I was very much excited; my former terrors had vanished, but my awe continued great, for I felt as if I had wrought a miracle, and I trembled as a man would who surveys some prodigy of his own creation. It was yet to be learnt how long he had been in this condition; but I was perfectly sure he had formed one of the schooner's people, and as I had guessed her to have been here for upwards of fifty years, the notion of that man having lain torpid for half a century held me under a perpetual spell of astonishment; but there was no more horror in me nor fright. He followed me about with his eyes but did not offer to speak; perhaps he could not. I put a lump of ice into the kettle, and when the water boiled made him a pint of steaming brandy punch, which I held to his lips in a pannikin whilst I supported his back with my knee; he supped it slowly and painfully but with unmistakable relish, and fetched a sigh of contentment as he lay back. But he would need something more sustaining than brandy and water; and as I guessed his stomach, after so prodigious a fast, would be too weak to support such solids as beef or pork or bacon, I mused a little, turning over in my mind the contents of the larder (as I call it), all which time he eyed me with bewilderment growing in his face; and I then thought I could not do better than manufacture him a broth of oatmeal, wine, bruised biscuit, and a piece of tongue minced very small.
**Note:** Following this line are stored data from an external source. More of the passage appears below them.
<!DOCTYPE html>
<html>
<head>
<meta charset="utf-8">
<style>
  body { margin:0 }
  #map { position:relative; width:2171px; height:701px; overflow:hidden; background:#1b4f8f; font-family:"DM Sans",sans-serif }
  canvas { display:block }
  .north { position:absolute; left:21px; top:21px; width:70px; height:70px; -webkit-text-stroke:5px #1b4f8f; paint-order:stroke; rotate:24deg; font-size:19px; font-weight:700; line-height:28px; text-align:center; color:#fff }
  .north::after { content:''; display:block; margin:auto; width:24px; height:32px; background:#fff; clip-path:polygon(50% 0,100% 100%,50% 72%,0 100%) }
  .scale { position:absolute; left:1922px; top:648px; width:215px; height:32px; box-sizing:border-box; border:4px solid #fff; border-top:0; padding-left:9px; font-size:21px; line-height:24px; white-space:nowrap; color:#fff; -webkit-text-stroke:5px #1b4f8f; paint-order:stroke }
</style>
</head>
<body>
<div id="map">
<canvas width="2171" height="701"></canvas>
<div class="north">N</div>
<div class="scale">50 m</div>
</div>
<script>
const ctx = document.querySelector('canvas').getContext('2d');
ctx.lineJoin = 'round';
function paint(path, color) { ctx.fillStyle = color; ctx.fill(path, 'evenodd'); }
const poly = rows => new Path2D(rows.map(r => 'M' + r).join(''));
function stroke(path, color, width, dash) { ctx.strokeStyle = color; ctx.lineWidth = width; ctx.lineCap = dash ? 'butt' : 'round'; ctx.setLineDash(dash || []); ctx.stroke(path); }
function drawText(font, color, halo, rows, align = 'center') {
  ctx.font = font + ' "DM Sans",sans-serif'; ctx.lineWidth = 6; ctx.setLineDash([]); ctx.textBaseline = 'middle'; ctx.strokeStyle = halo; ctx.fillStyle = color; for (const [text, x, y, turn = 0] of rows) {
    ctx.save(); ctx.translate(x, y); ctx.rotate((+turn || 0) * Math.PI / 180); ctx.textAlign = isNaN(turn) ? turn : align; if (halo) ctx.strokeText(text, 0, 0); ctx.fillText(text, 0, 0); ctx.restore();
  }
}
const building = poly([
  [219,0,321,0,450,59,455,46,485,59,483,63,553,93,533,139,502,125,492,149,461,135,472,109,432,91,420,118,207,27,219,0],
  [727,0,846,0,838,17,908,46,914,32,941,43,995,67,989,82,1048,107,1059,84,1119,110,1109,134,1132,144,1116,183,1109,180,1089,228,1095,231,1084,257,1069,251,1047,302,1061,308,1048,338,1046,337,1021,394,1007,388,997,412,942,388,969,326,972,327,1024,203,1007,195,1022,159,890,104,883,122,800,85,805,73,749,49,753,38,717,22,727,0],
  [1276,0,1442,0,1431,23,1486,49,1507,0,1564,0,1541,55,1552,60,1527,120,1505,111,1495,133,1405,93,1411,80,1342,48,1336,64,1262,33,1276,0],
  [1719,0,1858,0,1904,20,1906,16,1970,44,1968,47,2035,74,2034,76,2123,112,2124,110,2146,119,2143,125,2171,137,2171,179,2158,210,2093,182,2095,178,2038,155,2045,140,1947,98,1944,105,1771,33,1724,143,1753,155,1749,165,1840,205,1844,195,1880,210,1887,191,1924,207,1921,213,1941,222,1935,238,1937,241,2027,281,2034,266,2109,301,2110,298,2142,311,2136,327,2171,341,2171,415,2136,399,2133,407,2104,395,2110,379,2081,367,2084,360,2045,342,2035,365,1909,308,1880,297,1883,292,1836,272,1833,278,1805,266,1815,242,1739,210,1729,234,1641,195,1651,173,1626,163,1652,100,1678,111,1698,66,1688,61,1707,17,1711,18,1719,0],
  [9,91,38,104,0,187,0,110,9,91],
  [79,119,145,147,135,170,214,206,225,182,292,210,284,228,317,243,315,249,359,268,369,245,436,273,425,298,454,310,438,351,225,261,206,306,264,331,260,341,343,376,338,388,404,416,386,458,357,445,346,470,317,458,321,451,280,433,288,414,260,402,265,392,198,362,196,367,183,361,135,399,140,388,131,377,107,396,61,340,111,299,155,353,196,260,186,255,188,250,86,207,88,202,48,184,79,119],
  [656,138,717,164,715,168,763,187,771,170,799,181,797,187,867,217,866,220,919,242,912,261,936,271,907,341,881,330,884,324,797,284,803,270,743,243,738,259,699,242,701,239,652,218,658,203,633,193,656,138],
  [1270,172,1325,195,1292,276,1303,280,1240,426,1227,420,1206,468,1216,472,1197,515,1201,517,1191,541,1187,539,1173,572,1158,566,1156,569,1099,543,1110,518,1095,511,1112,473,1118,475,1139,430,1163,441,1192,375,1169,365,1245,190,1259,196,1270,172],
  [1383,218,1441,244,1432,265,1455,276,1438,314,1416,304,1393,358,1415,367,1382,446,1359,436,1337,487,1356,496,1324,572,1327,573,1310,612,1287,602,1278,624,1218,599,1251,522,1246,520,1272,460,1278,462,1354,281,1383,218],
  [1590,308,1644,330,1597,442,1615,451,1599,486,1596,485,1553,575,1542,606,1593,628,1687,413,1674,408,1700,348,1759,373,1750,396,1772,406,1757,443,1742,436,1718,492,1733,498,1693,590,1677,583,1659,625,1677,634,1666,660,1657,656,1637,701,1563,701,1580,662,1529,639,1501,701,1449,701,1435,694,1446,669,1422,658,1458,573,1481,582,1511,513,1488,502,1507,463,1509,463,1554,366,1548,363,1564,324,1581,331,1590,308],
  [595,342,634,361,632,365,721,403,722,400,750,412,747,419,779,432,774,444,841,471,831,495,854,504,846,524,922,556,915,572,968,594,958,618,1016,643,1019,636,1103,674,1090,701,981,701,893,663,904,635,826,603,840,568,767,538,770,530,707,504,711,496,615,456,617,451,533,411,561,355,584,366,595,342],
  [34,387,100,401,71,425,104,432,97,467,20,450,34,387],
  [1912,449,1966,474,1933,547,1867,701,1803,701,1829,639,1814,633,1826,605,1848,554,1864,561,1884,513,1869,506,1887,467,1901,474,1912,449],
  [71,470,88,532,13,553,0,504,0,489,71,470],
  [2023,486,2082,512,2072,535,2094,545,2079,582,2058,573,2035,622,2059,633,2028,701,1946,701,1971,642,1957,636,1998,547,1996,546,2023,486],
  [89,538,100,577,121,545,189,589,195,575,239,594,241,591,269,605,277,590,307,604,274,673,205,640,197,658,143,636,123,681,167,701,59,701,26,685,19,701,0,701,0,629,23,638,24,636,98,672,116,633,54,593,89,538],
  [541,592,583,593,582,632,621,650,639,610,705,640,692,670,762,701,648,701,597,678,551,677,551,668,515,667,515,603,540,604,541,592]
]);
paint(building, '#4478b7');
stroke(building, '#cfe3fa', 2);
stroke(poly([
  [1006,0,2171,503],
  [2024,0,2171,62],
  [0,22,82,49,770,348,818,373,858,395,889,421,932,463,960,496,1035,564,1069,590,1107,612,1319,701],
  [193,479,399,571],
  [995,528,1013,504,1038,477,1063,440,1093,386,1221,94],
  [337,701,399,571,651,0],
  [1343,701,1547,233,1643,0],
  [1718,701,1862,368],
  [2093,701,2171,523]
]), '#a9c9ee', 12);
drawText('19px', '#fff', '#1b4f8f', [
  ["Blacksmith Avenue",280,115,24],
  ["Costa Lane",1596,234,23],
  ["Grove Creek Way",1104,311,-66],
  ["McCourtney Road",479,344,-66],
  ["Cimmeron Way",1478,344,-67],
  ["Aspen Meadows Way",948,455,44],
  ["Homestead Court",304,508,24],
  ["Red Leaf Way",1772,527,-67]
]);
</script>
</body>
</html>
This did not take me long in doing, the tongue being near the furnace and soft enough for the knife, and there was nothing to melt but the wine. When the broth was ready I kneeled as before and fed him. He ate greedily, and when the broth was gone looked as if he would have been glad for more.

"Now, sir," says I, "sleep if you can;" with which he turned his head and in a few minutes was sound asleep, breathing regularly and deeply.